Compilation album by The Wonder Stuff
- Released: September 1994
- Genre: Indie rock
- Label: Polydor
- Producer: Pat Collier; Mick Glossop; David Morris & Richard Willis

The Wonder Stuff chronology
| Construction for the Modern Idiot (1993) | If The Beatles Had Read Hunter...The Singles (1994) | Live In Manchester (1995) |

= If The Beatles Had Read Hunter...The Singles =

If The Beatles Had Read Hunter...The Singles (1994) is a singles compilation released after The Wonder Stuff's original demise in 1994, which reached number 8 on the UK album charts.
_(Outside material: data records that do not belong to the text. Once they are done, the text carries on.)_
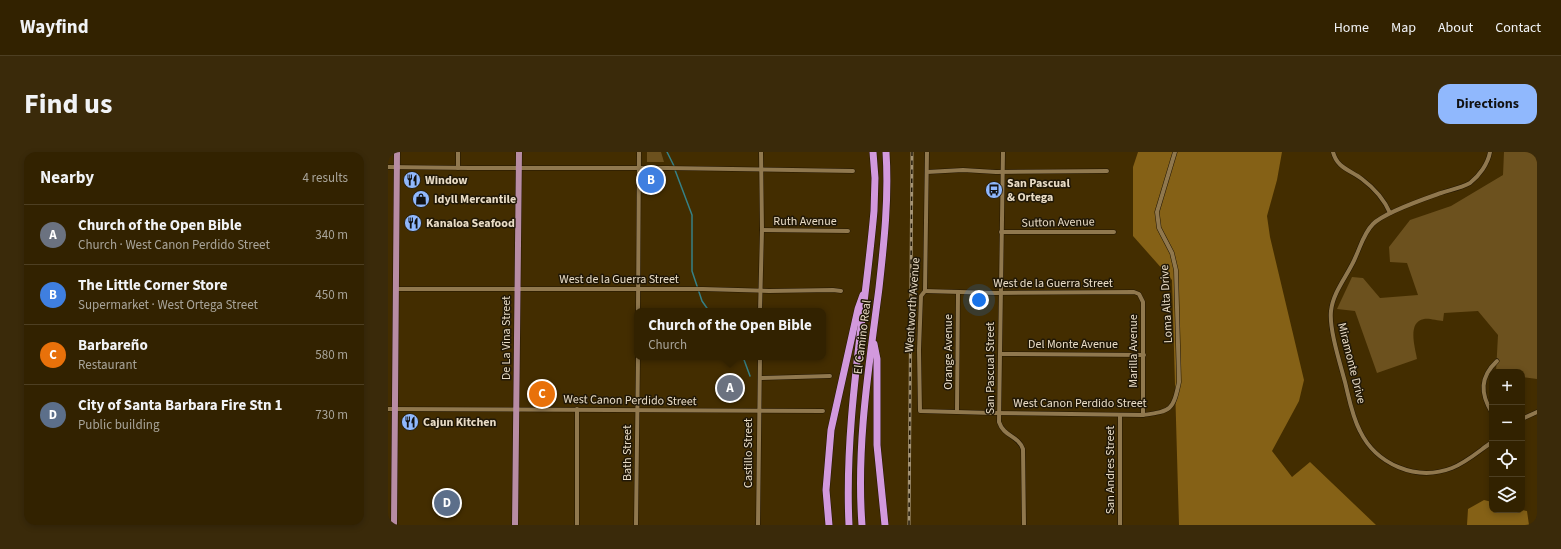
<!DOCTYPE html>
<meta charset="utf-8">
<style>
:root{--surface:#322200;--page:#3a2a0a;--text:#f1f3f6;--muted:#a8a499;--line:#4d3f22;--accent:#90b8fd}
body{margin:0;font-family:"Source Sans 3",sans-serif;background:var(--page);color:var(--text)}
.controls{position:absolute;right:12px;bottom:12px;display:grid;overflow:hidden;border-radius:8px;box-shadow:0 2px 6px #0003}
.controls button{width:36px;height:36px;display:grid;place-items:center;padding:0;border:0;border-bottom:1px solid var(--line);background:var(--surface);color:var(--text);font:20px sans-serif}
.you{position:absolute;left:591px;top:148px;width:14px;height:14px;margin:-10px;border:3px solid #fff;border-radius:50%;background:#1a73e8;box-shadow:0 0 0 6px #1a73e833}
.badge{display:grid;place-items:center;width:26px;height:26px;border-radius:50%;background:var(--accent);color:#fff;font-size:13px;font-weight:700}
.pin{position:absolute;translate:-50% -50%;border:2px solid #fff;box-shadow:0 1px 4px #0006}
.popup{position:absolute;left:246px;top:156px;width:192px;height:52px;box-sizing:border-box;display:grid;place-content:center;border-radius:8px;background:var(--surface);filter:drop-shadow(0 1px 3px #0005);font-size:13px;white-space:nowrap;color:var(--muted)}
.popup b{font-size:15px;color:var(--text)}
.popup::after{content:'';position:absolute;left:50%;top:100%;margin-left:-8px;border:8px solid transparent;border-top-color:var(--surface)}
.list{margin:0;padding:0;list-style:none}
h2{display:flex;justify-content:space-between;align-items:center;height:52px;margin:0;padding:0 16px;font-size:17px}
h2 small{font-size:13px;font-weight:400;color:var(--muted)}
.list li{display:grid;grid-template-columns:26px 1fr auto;gap:12px;align-items:center;box-sizing:border-box;height:60px;padding:0 16px;border-top:1px solid var(--line)}
.list b{display:block;font-size:15px;white-space:nowrap}
.list p{margin:0;font-size:13px;white-space:nowrap;color:var(--muted)}
.list em{font-size:13px;font-style:normal;color:var(--muted)}
.icon{flex:none;width:22px;height:22px;fill:none;stroke:currentColor;stroke-width:2;stroke-linecap:round;stroke-linejoin:round}
.map{position:relative;flex:none;width:1149px;height:373px;overflow:hidden;border-radius:12px}
header{display:flex;align-items:center;gap:24px;box-sizing:border-box;height:56px;padding:0 20px;background:var(--surface);border-bottom:1px solid var(--line)}
header strong{font-size:19px}
nav{display:flex;gap:22px;margin-inline-start:auto;font-size:14px}
.intro{display:flex;align-items:center;justify-content:space-between;box-sizing:border-box;height:96px;padding:0 24px}
h1{margin:0;font-size:28px}
.button{padding:10px 18px;border-radius:12px;background:var(--accent);color:#111;font-size:14px;font-weight:700}
main{display:flex;gap:24px;padding:0 24px}
aside{flex:1;background:var(--surface);border-radius:12px;box-shadow:0 2px 6px #0003}
.map>svg:first-child{display:block}
.green{fill:#6c511e}
.forest{fill:#856116}
.lines{fill:none;stroke-linecap:round;stroke-linejoin:round}
.stream{stroke:#368186;stroke-width:1.5}
.minor-casing{stroke:#231703;stroke-width:5}
.primary-casing{stroke:#231703;stroke-width:7}
.motorway-casing{stroke:#231703;stroke-width:8}
.minor{stroke:#90784e;stroke-width:4}
.primary{stroke:#b88ca4;stroke-width:6}
.motorway{stroke:#d299dd;stroke-width:7}
.rail-casing{stroke:#a49374;stroke-width:3}
.rail{stroke:#211807;stroke-width:1.5;stroke-dasharray:4.5;stroke-linecap:butt}
.labels{text-anchor:middle;stroke-width:3;stroke-linejoin:round;paint-order:stroke}
.poi-label{font-size:12px;font-weight:bold;fill:#e9dcc6;stroke:#211807;text-anchor:start}
.street-label{font-size:12px;fill:#e9dcc6;stroke:#211807}
</style>
<header>
<strong>Wayfind</strong>
<nav><a>Home</a><a>Map</a><a>About</a><a>Contact</a></nav>
</header>
<div class="intro"><h1>Find us</h1><a class="button">Directions</a></div>
<main>
<aside>
<h2>Nearby<small>4 results</small></h2>
<ul class="list">
<li><span class="badge" style="background:#6b7280">A</span><div><b>Church of the Open Bible</b><p>Church · West Canon Perdido Street</p></div><em>340 m</em></li>
<li><span class="badge" style="background:#3f7fe0">B</span><div><b>The Little Corner Store</b><p>Supermarket · West Ortega Street</p></div><em>450 m</em></li>
<li><span class="badge" style="background:#e8710a">C</span><div><b>Barbareño</b><p>Restaurant</p></div><em>580 m</em></li>
<li><span class="badge" style="background:#5c6f8a">D</span><div><b>City of Santa Barbara Fire Stn 1</b><p>Public building</p></div><em>730 m</em></li>
</ul>
</aside>
<div class="map">
<svg width="1149" height="373" viewBox="0 0 1149 373">
<rect width="100%" height="100%" fill="#432d00"/>
<g class="green">
<path d="M259,0h14l3,10h-17z"/>
<path d="M1116,0h33v227l-15,-2v-5h-26l2,-37 -20,-24 -34,2 -1,8c-5,0 -14,-3 -19,-2 -17,3 -9,28 -7,40l-40,14 -22,-62 -18,-2 15,-32 11,1 17,20 38,-3 -11,-32 -17,-1 -1,-15 21,-27 41,-14 52,-31z"/>
</g>
<g class="forest">
<path d="M750,0h144l-5,28 -10,36 3,21 34,143 -5,21 -27,50 20,26 18,-15 66,63h-197l-7,-245 -39,-44v-69z"/>
<path d="M1096,348l8,2v8h30l5,1 2,14h-62l1,-16z"/>
</g>
<g class="lines">
<g class="stream">
<path d="M279,0l7,14"/>
<path d="M287,18l17,45v56l10,30 7,10"/>
<path d="M355,205l7,19"/>
</g>
<g class="minor-casing">
<g id="minor">
<path d="M70,0v16"/>
<path d="M539,0l-2,139 -4,5 -2,54 1,61 72,2 151,2c28,-4 30,-4 36,-33l-3,-112 -4,-17 -13,-25 -2,-16 18,-60"/>
<path d="M615,0l-4,270c5,15 19,13 24,27l1,76"/>
<path d="M945,0c4,16 17,18 29,27 12,9 22,20 28,34"/>
<path d="M1102,0c-2,12 -11,24 -20,31 -9,5 -20,7 -29,10 -17,6 -56,19 -68,31 -9,9 -12,21 -17,32 -7,18 -23,35 -25,55 -2,18 9,52 14,71 4,16 7,34 15,49 16,33 56,51 92,37 15,-6 27,-17 40,-26"/>
<path d="M0,15l82,1h197l186,3"/>
<path d="M539,20l36,-2 33,2 111,-1"/>
<path d="M374,78l86,1"/>
<path d="M613,80h113"/>
<path d="M8,137h307l66,2 64,-1 8,1"/>
<path d="M537,139l70,2 139,-1 5,2 4,8v113"/>
<path d="M250,159l1,-159"/>
<path d="M372,159l2,-81 -1,-78"/>
<path d="M613,202l143,1"/>
<path d="M372,226l70,-2"/>
<path d="M0,257l435,2"/>
<path d="M569,259l1,-118"/>
<path d="M1104,261c-12,-20 -12,-36 5,-52"/>
<path d="M1134,267l15,-7"/>
<path d="M189,373v-116"/>
<path d="M248,373l2,-168"/>
<path d="M370,373l2,-168"/>
<path d="M732,373v-110"/>
</g>
</g>
<g class="primary-casing">
<g id="primary">
<path d="M6,373l3,-373"/>
<path d="M127,373l4,-373"/>
</g>
</g>
<g class="motorway-casing">
<g id="motorway">
<path d="M486,192l3,15v86l8,80"/>
<path d="M441,373l-3,-35 5,-60 27,-121 5,-14"/>
<path d="M461,373c-5,-104 16,-210 25,-314l1,-33 -2,-26"/>
<path d="M474,373c-6,-79 7,-159 17,-237 5,-45 10,-90 7,-136"/>
</g>
</g>
<use href="#minor" class="minor"/>
<use href="#primary" class="primary"/>
<use href="#motorway" class="motorway"/>
<g class="rail-casing">
<path id="rail" d="M521,373l3,-373"/>
</g>
<use href="#rail" class="rail"/>
</g>
<defs>
<g id="restaurant-disc" transform="scale(0.9)"><circle r="9.5" fill="#90b8fd" stroke="#211807"/><path d="M-5-6h1v4h1v-4h1v4h1v-4h1v5L-1.5 .5V6h-2V.5L-5-1ZM5-6V6H3V1.5H1.5Q1.5-4 5-6Z" fill="#111"/></g>
<g id="bus-disc" transform="scale(0.9)"><circle r="9.5" fill="#90b8fd" stroke="#211807"/><path d="M-5-6H5V4H4V6H2V4H-2V6H-4V4H-5ZM-3.5-4V0h7V-4ZM-3.5 1.2v1.5H-2V1.2ZM2 1.2v1.5H3.5V1.2Z" fill="#111"/></g>
<g id="shop-disc" transform="scale(0.9)"><circle r="9.5" fill="#90b8fd" stroke="#211807"/><path d="M-5-2.5h2.3a2.7 3.5 0 0 1 5.4 0H5L5.5 6h-11ZM-1.5-2.5h3a1.5 2.3 0 0 0-3 0Z" fill="#111"/></g>
</defs>
<g fill-rule="evenodd">
<use href="#restaurant-disc" x="24" y="28"/>
<use href="#bus-disc" x="606" y="38"/>
<use href="#shop-disc" x="33" y="47"/>
<use href="#restaurant-disc" x="25" y="71"/>
<use href="#restaurant-disc" x="22" y="270"/>
</g>
<g class="labels">
<g class="poi-label">
<text x="37" y="32">Window</text>
<text x="619" y="35">San Pascual<tspan x="619" dy="14">&amp; Ortega</tspan></text>
<text x="46" y="51">Idyll Mercantile</text>
<text x="38" y="75">Kanaloa Seafood</text>
<text x="35" y="274">Cajun Kitchen</text>
</g>
<g class="street-label">
<text x="417" y="73">Ruth Avenue</text>
<text transform="translate(670 70) rotate(-1)" y="4">Sutton Avenue</text>
<text x="231" y="131">West de la Guerra Street</text>
<text x="665" y="135">West de la Guerra Street</text>
<text transform="translate(778 152) rotate(-93)" y="4">Loma Alta Drive</text>
<text transform="translate(524 153) rotate(-86)" y="4">Wentworth Avenue</text>
<text transform="translate(474 185) rotate(-83)" y="4">El Camino Real</text>
<text transform="translate(118 186) rotate(-90)" y="4">De La Vina Street</text>
<text x="685" y="196">Del Monte Avenue</text>
<text transform="translate(745 199) rotate(-90)" y="4">Marilla Avenue</text>
<text transform="translate(560 200) rotate(-90)" y="4">Orange Avenue</text>
<text transform="translate(964 211) rotate(76)" y="4">Miramonte Drive</text>
<text transform="translate(602 216) rotate(-90)" y="4">San Pascual Street</text>
<text transform="translate(242 248) rotate(1)" y="4">West Canon Perdido Street</text>
<text x="692" y="255">West Canon Perdido Street</text>
<text transform="translate(239 301) rotate(-90)" y="4">Bath Street</text>
<text transform="translate(360 301) rotate(-90)" y="4">Castillo Street</text>
<text transform="translate(722 318) rotate(-90)" y="4">San Andres Street</text>
</g>
</g>
</svg>
<div class="controls">
<button>+</button>
<button>−</button>
<button><svg class="icon" aria-label="locate" viewBox="0 0 24 24"><circle cx="12" cy="12" r="6"/><path d="M12 2v4M12 18v4M2 12h4M18 12h4"/></svg></button>
<button><svg class="icon" aria-label="layers" viewBox="0 0 24 24"><path d="M12 4l9 5-9 5-9-5zM3 14l9 5 9-5"/></svg></button>
</div>
<div class="you"></div>
<div class="pin badge" style="left:342px;top:236px;background:#6b7280">A</div>
<div class="popup"><b>Church of the Open Bible</b>Church</div>
<div class="pin badge" style="left:263px;top:28px;background:#3f7fe0">B</div>
<div class="pin badge" style="left:154px;top:242px;background:#e8710a">C</div>
<div class="pin badge" style="left:59px;top:351px;background:#5c6f8a">D</div>
</div>
</main>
The title referred to a quote (that) “if the writer Hunter S. Thompson had been a presiding influence over The Beatles, then they might have looked and sounded like The Wonder Stuff".

Professional ratings
Review scores
| Source | Rating |
| AllMusic | Star Half star |

==Track listing==

1. "Welcome to the Cheap Seats" (2:36)
2. "A Wish Away" (2:30)
3. "Caught in My Shadow" (3:34)
4. "Don't Let Me Down, Gently" (3:02)
5. "The Size of a Cow" (3:13)
6. "Hot Love Now!" (3:13)
7. "Dizzy" (Tommy Roe/Freddy Weller) (3:19) (Credited to Vic Reeves and The Wonder Stuff)
8. "Unbearable" (2:26)
9. "Circlesquare" (3:22)
10. "Who Wants to Be the Disco King?" (2:49)
11. "Golden Green" (3:02)
12. "Give, Give, Give Me More, More, More" (2:49)
13. "'Coz I Luv You" (Noddy Holder/Jim Lea) (3:29) (A cover of the band Slade's 1971 single)
14. "Sleep Alone" (3:35)
15. "Full of Life (Happy Now)" (3:34)
16. "It's Yer Money I'm After, Baby" (2:48)
17. "On the Ropes" (3:54)
18. "It's Not True" (1:58)

==Charts==

Chart performance for If The Beatles Had Read Hunter...The Singles
| Chart (1994) | Peak position |
|---|---|
| Australian Albums (ARIA) | 158 |
| UK Albums (OCC) | 8 |

== Certifications ==

| Region | Certification | Certified units/sales |
| United Kingdom (BPI) | Silver | 60,000^{^} |
^{^} Shipments figures based on certification alone.